Defendants argue that the Agreement is champertous because Trustee "expressed that he lacks the wherewithal and is not disposed to bring the causes of action"161 and because Plaintiffs are, in the first instance, picking up the expense of the litigation. These contentions, and Defendants' further contention that Trustee saw no benefit in pursuing these claims, are belied by Trustee's actions. While Trustee did not have the funds to pursue the lawsuit, he negotiated the Agreement, including a provision that 100% of the net proceeds would come to the estate, and defended his process through two levels of appeal. These are not the actions of a trustee who sees no benefit in pursuing the claims.

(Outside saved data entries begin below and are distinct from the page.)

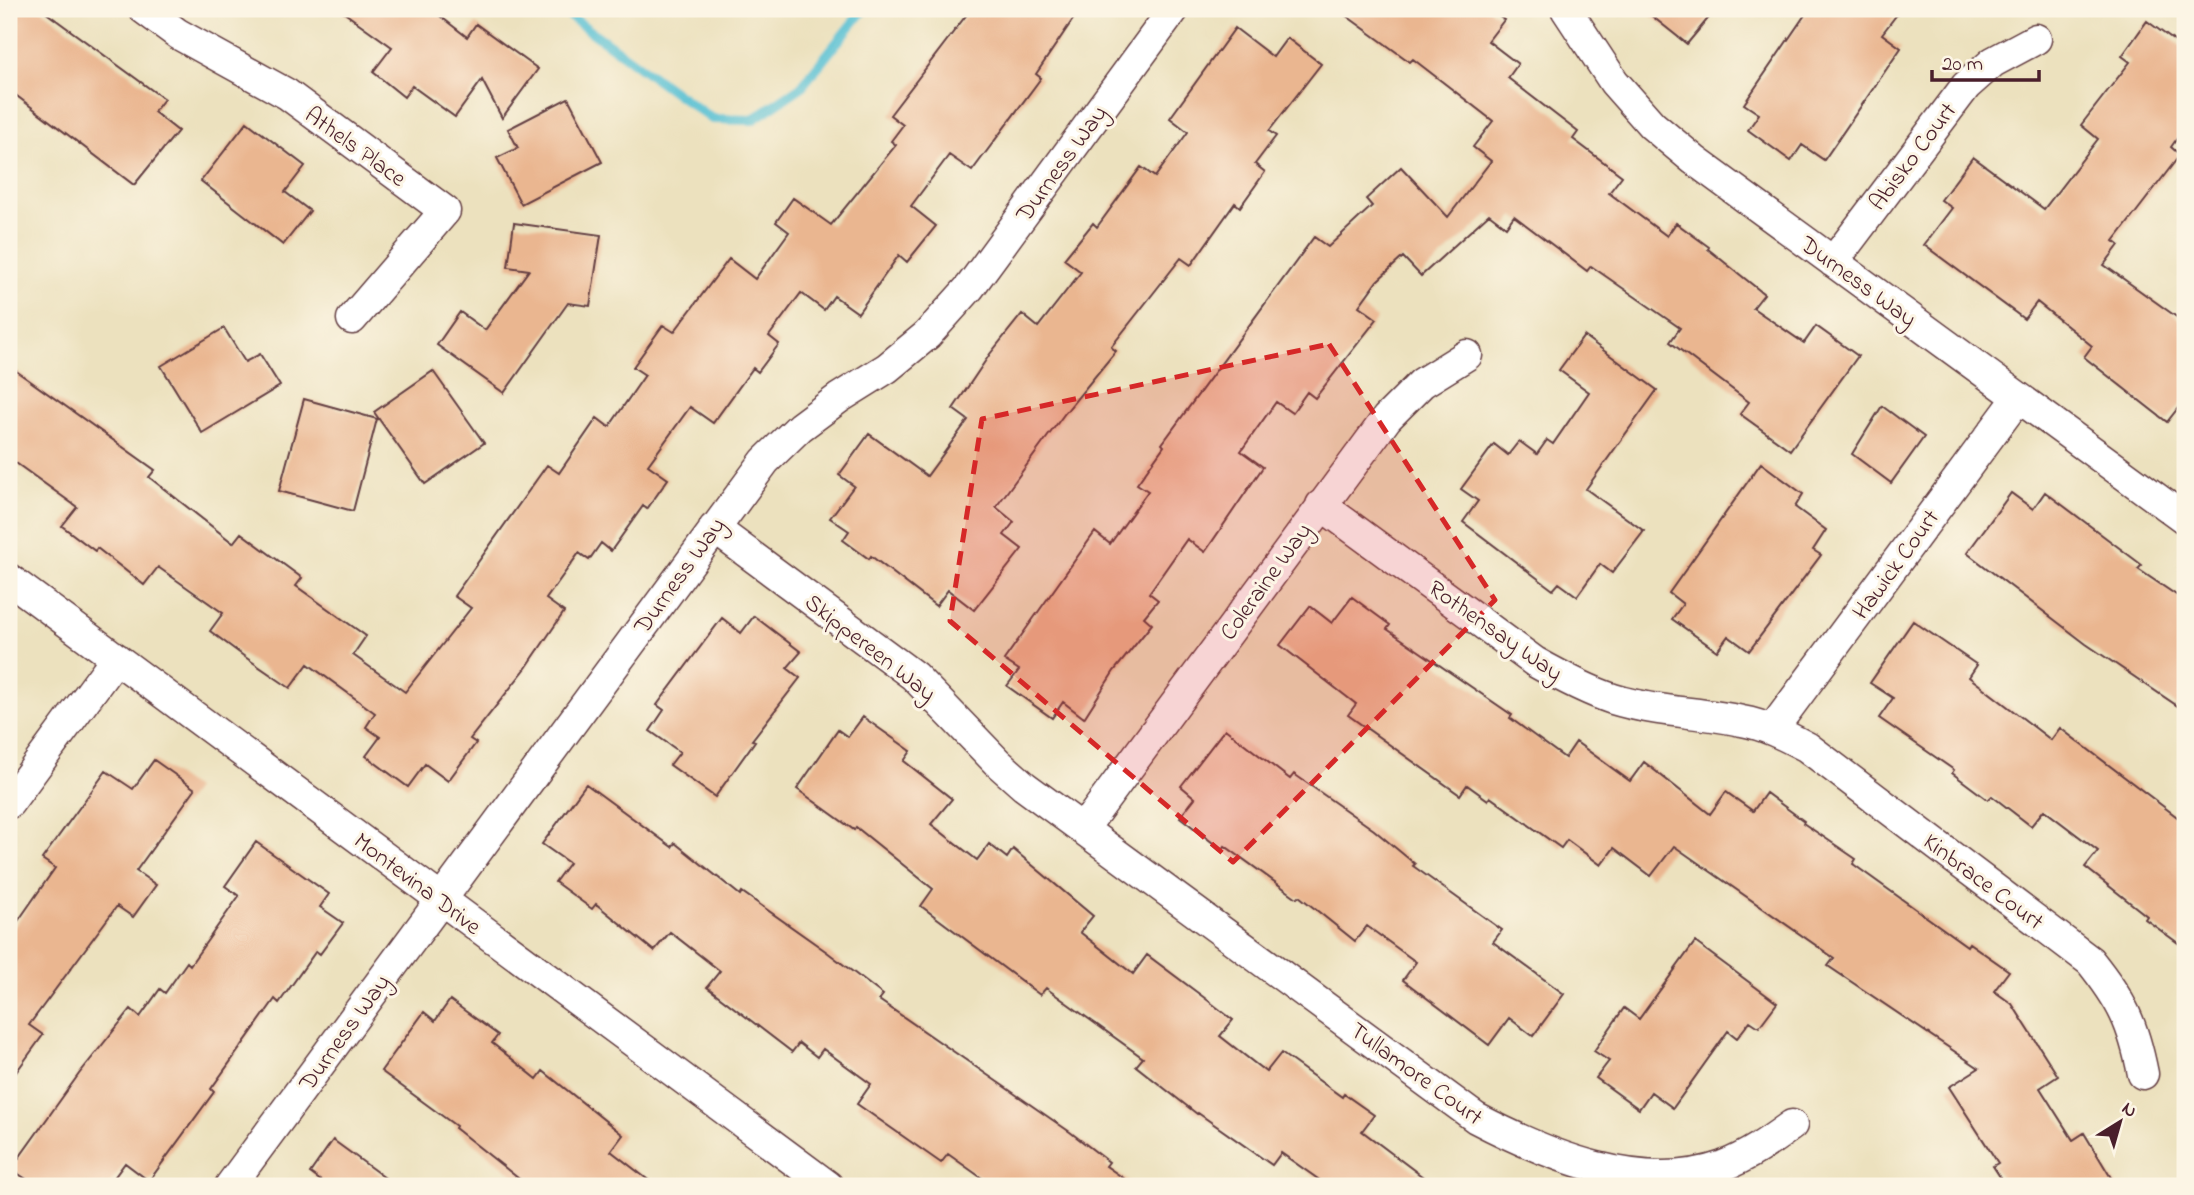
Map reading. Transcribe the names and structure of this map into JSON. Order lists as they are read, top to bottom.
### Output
{
  "streets": {
    "street": [
      "Athels Place",
      "Abisko Court",
      "Durness Way",
      "Hawick Court",
      "Coleraine Way",
      "Rothensay Way",
      "Skippereen Way",
      "Kinbrace Court",
      "Montevina Drive",
      "Tullamore Court"
    ]
  },
  "crossings": [
    ["Abisko Court", "Durness Way"],
    ["Durness Way", "Hawick Court"],
    ["Durness Way", "Skippereen Way"],
    ["Durness Way", "Montevina Drive"],
    ["Hawick Court", "Rothensay Way"],
    ["Hawick Court", "Kinbrace Court"],
    ["Coleraine Way", "Rothensay Way"],
    ["Coleraine Way", "Skippereen Way"],
    ["Coleraine Way", "Tullamore Court"],
    ["Rothensay Way", "Kinbrace Court"],
    ["Skippereen Way", "Tullamore Court"]
  ],
  "scale_bar": "20 m",
  "north": "top right"
}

Further, Plaintiffs are not strangers to these causes of action or to the parties involved. Plaintiffs are creditors of Debtor whose claims at the moment are "deemed allowed" as no objections to their proofs of claims have been filed.162 As creditors with allowed claims, they are entitled to a distribution from the estate, and the estate will be the ultimate recipient of any litigation proceeds from this adversary proceeding. It is thus far from accurate to characterize Plaintiffs as strangers to the parties of the litigation.163
Moreover, as discussed above, § 503(b)(3)(B) of the Bankruptcy Code independently authorizes recovery of expenses should Plaintiffs recover "property transferred or concealed by the debtor." Congress contemplated that creditors would be engaged in litigation seeking to recover on debtor's claims. Congress's decision to explicitly approve recovery of expenses for such an action is an indication that Plaintiffs, as creditors of the estate, are not strangers to the subject matter of this litigation.
The Motion to Dismiss because the Agreement is champertous is denied.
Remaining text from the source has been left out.